Holy Mothers of Orthodoxy


Demonstrating for Orthodoxy

In 729 a nun in Constantinople named Theodosia defied the emperor's orders, protested and demonstrated for Orthodoxy. For her role in the demonstration she was put to death on May 29. Immediately her fame spread and a cult soon developed among the Orthodox of the empire. Theodosia's relics were miraculously discovered in 869 and the church recognized her as a saint and holy martyr of the faith. Translated from Greek into Slavonic, the story of her heroism made Theodosia the Constantinopolitissa popular also among the Russians.

The daughter of pious parents, Theodosia was born in Constantine's imperial city. When she was seven, her father died. Her mother then had the little girl tonsured a nun in a local convent. A few years later the mother died, leaving Theodosia an inheritance of some size.

The young nun took some of the money and ordered three icons to be made of gold and silver. The rest of her legacy Theodosia distributed among the poor. One of the icons was of Christ, another of the Theotokos and the third of St. Anastasia the Martyr. Devotion to the significance of holy icons finally cost Theodosia her life.

In 717 Leo III ascended the imperial throne of Byzantium. Nine years later he began a campaign to remove icons from Orthodox worship, to end the traditional veneration of holy images. At first the emperor tried persuasion, delivering speeches and sermons against icons. When Patriarch Germanos I refused to cooperate with Leo, he was removed and replaced by a more pliable prelate on the patriarchal throne. Having failed by persuasion to impose his religious policies. The emperor resorted to removing icons by force. It now became dangerous to oppose the emperor.

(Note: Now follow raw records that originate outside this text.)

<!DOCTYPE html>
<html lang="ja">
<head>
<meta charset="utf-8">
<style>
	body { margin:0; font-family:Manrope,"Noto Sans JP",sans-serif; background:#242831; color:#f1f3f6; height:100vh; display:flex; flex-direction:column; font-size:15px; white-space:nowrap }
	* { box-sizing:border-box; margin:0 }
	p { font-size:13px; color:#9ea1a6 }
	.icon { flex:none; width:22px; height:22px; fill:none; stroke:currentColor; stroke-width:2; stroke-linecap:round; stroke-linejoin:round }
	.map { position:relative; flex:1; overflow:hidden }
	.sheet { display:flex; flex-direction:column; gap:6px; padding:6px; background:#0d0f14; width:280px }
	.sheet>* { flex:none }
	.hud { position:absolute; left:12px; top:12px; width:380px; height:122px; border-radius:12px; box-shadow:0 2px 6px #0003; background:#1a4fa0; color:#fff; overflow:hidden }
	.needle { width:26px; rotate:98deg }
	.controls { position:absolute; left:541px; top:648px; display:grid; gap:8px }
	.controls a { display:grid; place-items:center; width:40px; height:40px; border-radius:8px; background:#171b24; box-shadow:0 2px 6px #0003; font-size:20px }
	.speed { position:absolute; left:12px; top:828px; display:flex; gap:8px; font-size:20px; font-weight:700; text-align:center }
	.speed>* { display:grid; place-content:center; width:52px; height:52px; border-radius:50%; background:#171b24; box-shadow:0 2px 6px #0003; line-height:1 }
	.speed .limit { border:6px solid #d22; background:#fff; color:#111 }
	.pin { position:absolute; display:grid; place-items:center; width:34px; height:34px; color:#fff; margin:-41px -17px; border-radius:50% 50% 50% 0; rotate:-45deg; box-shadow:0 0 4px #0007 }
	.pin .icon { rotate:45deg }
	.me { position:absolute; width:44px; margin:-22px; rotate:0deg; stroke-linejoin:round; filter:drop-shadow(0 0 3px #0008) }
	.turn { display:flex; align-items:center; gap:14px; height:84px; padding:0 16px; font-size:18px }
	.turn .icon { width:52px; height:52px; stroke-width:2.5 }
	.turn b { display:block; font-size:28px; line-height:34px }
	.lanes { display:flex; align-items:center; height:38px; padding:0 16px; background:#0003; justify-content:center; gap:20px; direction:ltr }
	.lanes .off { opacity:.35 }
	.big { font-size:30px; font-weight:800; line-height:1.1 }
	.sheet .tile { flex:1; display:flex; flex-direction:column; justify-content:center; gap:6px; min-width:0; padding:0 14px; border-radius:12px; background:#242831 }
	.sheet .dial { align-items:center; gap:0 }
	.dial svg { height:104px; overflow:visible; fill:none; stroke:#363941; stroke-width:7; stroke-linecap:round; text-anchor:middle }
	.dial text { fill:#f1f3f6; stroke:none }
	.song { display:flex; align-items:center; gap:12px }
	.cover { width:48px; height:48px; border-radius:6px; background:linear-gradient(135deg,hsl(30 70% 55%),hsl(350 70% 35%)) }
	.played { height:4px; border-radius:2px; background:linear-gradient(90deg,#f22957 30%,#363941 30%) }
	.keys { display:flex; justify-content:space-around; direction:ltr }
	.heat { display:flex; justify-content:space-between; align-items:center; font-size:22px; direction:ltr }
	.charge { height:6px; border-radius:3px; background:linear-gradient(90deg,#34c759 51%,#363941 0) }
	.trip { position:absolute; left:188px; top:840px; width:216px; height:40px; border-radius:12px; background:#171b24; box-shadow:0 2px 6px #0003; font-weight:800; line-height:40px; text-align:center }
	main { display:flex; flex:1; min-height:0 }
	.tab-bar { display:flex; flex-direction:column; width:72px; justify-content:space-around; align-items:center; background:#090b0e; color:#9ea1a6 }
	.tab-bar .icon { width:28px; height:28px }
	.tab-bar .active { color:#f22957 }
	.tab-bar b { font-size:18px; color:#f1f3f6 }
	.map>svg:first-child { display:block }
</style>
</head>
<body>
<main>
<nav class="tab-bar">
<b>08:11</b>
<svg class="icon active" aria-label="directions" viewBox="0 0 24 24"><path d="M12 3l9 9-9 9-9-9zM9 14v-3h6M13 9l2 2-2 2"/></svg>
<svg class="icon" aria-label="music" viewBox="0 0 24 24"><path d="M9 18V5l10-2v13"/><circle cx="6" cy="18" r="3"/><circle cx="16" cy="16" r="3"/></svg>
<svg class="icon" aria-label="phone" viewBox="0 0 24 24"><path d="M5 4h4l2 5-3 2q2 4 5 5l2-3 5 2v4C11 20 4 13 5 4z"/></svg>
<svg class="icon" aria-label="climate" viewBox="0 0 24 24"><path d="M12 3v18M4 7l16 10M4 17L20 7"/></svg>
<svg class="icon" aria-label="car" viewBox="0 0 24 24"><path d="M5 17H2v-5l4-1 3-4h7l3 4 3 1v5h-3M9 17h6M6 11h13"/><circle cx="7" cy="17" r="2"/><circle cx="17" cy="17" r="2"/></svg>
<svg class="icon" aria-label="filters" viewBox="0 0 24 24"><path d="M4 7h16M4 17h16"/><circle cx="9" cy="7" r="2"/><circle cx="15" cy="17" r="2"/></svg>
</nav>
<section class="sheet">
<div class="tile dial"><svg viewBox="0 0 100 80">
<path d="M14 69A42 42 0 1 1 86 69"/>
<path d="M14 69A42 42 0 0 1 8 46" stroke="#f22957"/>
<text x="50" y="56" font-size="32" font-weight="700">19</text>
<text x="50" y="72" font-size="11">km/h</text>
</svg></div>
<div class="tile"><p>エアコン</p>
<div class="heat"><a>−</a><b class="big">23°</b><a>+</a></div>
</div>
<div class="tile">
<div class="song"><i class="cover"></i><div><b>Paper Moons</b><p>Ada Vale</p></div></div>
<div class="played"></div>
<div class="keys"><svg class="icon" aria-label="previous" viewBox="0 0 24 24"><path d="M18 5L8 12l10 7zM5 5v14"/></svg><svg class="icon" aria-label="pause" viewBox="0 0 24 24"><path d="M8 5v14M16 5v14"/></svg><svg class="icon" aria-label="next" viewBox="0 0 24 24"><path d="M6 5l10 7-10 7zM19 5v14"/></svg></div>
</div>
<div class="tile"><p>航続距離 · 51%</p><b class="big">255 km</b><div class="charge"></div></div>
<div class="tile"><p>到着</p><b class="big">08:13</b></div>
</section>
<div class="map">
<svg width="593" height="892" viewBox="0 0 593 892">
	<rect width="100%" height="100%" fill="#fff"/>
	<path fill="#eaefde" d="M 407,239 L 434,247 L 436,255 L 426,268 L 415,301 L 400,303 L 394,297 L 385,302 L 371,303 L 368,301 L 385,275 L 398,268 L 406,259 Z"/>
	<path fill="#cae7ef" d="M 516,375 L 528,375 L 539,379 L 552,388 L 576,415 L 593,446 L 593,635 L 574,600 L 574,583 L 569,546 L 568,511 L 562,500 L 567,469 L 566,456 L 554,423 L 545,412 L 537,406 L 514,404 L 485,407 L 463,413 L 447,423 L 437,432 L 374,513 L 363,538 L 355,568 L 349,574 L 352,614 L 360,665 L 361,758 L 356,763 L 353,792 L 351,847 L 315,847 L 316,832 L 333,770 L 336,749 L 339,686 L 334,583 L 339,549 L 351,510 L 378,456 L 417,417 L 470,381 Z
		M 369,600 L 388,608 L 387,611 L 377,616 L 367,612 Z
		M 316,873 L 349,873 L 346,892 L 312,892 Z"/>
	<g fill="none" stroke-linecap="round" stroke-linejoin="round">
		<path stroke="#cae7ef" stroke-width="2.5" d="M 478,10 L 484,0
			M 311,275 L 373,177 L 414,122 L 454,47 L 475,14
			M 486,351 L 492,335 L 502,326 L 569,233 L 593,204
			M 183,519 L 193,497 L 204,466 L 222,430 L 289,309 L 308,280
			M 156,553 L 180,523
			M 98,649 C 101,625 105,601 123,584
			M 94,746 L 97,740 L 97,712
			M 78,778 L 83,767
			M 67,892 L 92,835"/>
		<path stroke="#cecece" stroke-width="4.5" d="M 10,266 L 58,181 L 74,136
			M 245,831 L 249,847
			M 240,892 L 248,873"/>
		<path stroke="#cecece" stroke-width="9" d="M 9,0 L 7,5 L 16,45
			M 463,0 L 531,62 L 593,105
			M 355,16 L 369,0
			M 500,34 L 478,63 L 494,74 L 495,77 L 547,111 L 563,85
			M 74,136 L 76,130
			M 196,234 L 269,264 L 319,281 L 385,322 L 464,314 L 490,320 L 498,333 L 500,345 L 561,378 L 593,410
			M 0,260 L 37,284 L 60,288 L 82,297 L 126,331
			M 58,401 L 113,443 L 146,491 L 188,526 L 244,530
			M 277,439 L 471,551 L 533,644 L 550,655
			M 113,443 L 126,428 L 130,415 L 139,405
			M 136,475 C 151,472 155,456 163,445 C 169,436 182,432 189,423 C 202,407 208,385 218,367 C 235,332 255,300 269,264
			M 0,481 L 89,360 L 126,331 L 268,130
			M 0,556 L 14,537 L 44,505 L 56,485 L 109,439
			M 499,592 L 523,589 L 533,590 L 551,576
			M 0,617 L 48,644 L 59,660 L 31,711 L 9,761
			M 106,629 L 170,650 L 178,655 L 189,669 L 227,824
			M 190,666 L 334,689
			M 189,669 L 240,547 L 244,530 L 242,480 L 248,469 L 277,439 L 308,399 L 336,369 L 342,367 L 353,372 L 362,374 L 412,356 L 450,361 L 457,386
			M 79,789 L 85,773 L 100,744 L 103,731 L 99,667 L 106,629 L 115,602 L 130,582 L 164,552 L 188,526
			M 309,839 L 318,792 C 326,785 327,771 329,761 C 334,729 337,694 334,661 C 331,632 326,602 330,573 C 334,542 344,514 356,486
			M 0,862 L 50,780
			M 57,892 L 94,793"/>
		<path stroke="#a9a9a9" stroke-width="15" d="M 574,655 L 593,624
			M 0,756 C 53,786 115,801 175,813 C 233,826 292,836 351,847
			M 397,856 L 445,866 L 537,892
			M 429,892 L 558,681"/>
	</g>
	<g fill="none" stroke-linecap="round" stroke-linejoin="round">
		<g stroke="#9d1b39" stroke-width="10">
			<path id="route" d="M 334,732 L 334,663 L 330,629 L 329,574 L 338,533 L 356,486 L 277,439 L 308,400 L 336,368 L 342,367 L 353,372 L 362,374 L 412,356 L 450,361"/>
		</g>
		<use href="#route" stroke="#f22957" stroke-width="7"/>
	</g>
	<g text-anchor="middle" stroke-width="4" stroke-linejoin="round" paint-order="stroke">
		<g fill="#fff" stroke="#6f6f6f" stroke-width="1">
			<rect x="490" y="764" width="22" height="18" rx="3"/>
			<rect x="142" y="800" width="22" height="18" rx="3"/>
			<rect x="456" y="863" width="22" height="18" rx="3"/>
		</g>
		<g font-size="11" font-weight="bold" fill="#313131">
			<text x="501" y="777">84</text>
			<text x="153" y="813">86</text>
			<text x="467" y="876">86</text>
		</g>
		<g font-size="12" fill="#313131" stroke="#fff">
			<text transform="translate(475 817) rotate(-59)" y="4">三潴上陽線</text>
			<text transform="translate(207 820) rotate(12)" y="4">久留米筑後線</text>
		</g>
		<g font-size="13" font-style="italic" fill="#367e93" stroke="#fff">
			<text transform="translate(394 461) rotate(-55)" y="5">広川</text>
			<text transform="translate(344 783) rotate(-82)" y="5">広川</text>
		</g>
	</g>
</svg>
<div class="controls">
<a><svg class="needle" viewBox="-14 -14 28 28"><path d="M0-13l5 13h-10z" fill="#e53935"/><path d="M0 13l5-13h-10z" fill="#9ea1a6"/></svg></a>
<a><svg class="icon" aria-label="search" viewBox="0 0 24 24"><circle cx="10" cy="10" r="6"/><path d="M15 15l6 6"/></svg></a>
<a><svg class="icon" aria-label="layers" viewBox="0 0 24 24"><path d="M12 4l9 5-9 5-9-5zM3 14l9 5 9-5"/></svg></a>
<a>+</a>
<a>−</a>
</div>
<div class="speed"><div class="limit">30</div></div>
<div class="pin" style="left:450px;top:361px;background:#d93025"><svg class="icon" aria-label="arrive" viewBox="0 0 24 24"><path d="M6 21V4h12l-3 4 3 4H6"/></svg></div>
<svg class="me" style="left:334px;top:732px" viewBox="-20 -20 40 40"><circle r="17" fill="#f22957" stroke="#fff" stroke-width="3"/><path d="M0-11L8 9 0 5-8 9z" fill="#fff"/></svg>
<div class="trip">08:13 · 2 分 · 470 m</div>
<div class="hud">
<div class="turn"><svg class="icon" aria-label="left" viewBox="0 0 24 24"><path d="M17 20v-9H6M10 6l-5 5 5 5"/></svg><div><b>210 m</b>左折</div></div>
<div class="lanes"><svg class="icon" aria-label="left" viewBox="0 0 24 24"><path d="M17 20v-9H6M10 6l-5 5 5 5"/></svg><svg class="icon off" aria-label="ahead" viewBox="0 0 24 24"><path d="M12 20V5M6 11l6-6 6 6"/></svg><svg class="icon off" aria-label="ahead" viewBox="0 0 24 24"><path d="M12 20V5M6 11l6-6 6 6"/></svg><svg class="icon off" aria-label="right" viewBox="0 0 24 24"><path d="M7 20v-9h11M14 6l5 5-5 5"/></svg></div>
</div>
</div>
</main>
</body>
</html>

As a start, in 729 Leo sent an officer with soldiers to take down one of the most revered icons in Constantinople, the image of Christ in the Chalke Gate, the bronze ceremonial gate of the Great Palace. Having heard of the emperor's order a large crowd of nuns and monks, laymen and laywomen ran to the scene, determined to prevent the desecration. A ladder was in place. The imperial officer was on it to carry out the emperor's commands. Theodosia, Maria the Patrician and other "furious women" toppled the ladder causing the officer to fall to his death.

The leaders of this demonstration became the first martyrs in the long struggle to defend Orthodoxy against the "enemies of icons." Maria the Patrician and nine monks were arrested, jailed and tortured for months. On August 9 they were beheaded, thus "receiving the crowns of martyrs."

Nor did Theodosia escape. A "brutal and inhuman" soldier seized her. He dragged Theodosia to a place called Bous and there he stabbed her to death with the horn of a goat. In such a cruel way died this brave daughter of Constantinople and the Church in order to preserve the sacred traditions of Orthodoxy.

The high visibility of women and their activism in the bitter struggle against the "icon-breakers" is acknowledged by the Church which has enrolled them among the saints and granted them halos of immortality. Likewise, modern Byzantinists credit women with significantly contributing to the victory which came in 843. It is this triumph which we celebrate each year on the Sunday of Orthodoxy.

Editorial Note

Yet Orthodox women today are mostly invisible in many Orthodox churches on the Sunday of Orthodoxy. They remain silent participants at celebrations of the victory for which our foremothers, the many women who like Saints Theodosia the Constantinopolitissa and Maria the Patrician endured exile persecution torture and death.

All-male processions of icon-bearers in many parishes continue each year to mock the blood tribute and sacrifices of Orthodox women and also to deny our history.